### WHAT IS BEING ASKED
Nothing but the records, repeated word for word and free of pictures, belongs in the answer.

(Dataset entries)
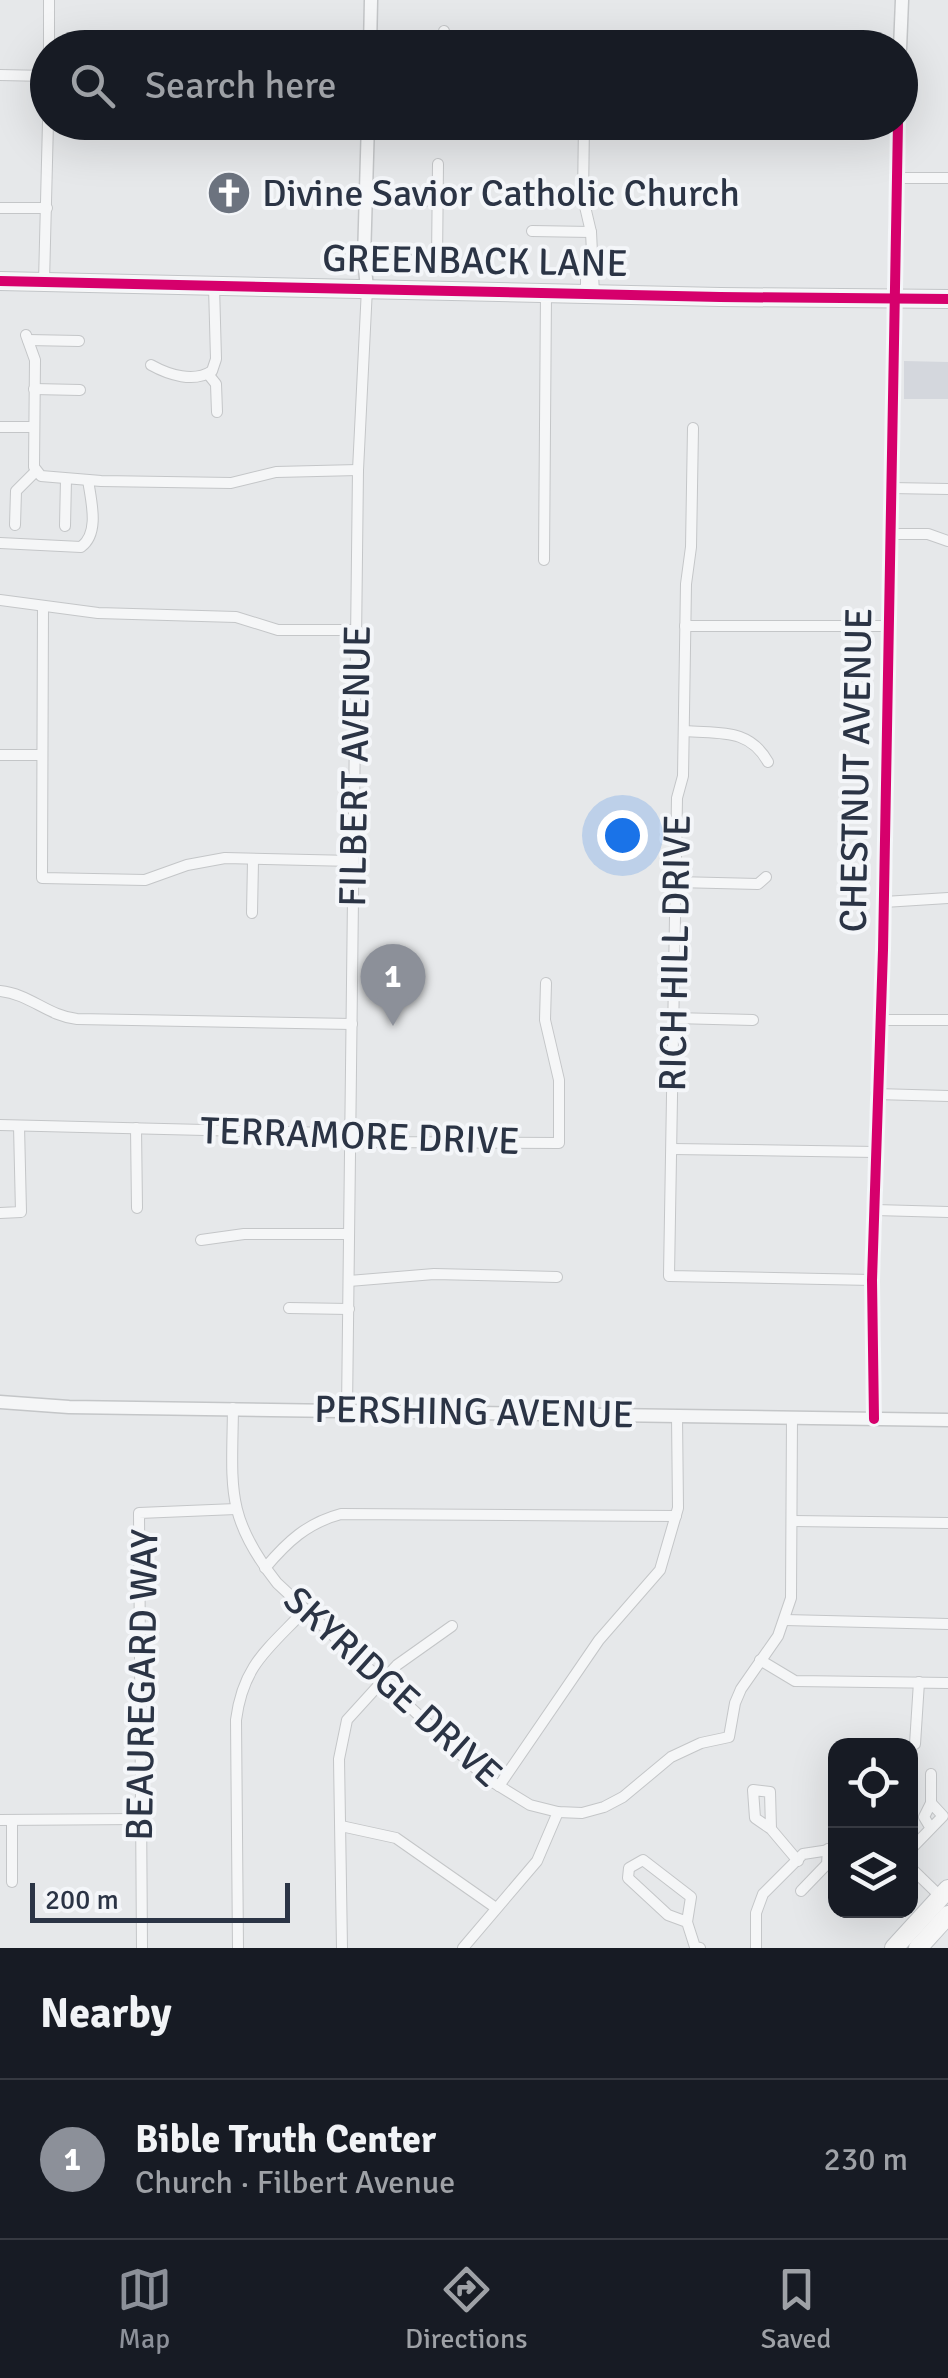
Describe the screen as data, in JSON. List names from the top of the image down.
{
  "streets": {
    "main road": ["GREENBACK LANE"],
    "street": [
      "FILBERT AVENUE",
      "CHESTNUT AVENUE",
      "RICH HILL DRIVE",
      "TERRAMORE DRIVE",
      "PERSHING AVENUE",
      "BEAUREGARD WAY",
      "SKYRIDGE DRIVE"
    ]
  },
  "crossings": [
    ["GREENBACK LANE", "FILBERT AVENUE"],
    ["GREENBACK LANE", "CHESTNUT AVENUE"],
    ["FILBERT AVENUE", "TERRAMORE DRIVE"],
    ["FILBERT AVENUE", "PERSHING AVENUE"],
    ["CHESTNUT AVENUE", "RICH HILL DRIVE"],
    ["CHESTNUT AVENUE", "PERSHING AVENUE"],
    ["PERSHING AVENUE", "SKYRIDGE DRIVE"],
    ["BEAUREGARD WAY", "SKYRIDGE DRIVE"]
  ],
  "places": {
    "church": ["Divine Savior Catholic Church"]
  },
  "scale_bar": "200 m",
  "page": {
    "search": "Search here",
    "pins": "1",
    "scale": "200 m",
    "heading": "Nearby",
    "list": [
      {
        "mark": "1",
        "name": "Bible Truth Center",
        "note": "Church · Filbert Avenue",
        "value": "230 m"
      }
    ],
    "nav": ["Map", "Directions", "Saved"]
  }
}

### RESPONSE FOR THIS EXERCISE
Describe the screen as data, in JSON. List names from the top of the image down.
{
  "streets": {
    "main road": ["GREENBACK LANE"],
    "street": [
      "FILBERT AVENUE",
      "CHESTNUT AVENUE",
      "RICH HILL DRIVE",
      "TERRAMORE DRIVE",
      "PERSHING AVENUE",
      "BEAUREGARD WAY",
      "SKYRIDGE DRIVE"
    ]
  },
  "crossings": [
    ["GREENBACK LANE", "FILBERT AVENUE"],
    ["GREENBACK LANE", "CHESTNUT AVENUE"],
    ["FILBERT AVENUE", "TERRAMORE DRIVE"],
    ["FILBERT AVENUE", "PERSHING AVENUE"],
    ["CHESTNUT AVENUE", "RICH HILL DRIVE"],
    ["CHESTNUT AVENUE", "PERSHING AVENUE"],
    ["PERSHING AVENUE", "SKYRIDGE DRIVE"],
    ["BEAUREGARD WAY", "SKYRIDGE DRIVE"]
  ],
  "places": {
    "church": ["Divine Savior Catholic Church"]
  },
  "scale_bar": "200 m",
  "page": {
    "search": "Search here",
    "pins": "1",
    "scale": "200 m",
    "heading": "Nearby",
    "list": [
      {
        "mark": "1",
        "name": "Bible Truth Center",
        "note": "Church · Filbert Avenue",
        "value": "230 m"
      }
    ],
    "nav": ["Map", "Directions", "Saved"]
  }
}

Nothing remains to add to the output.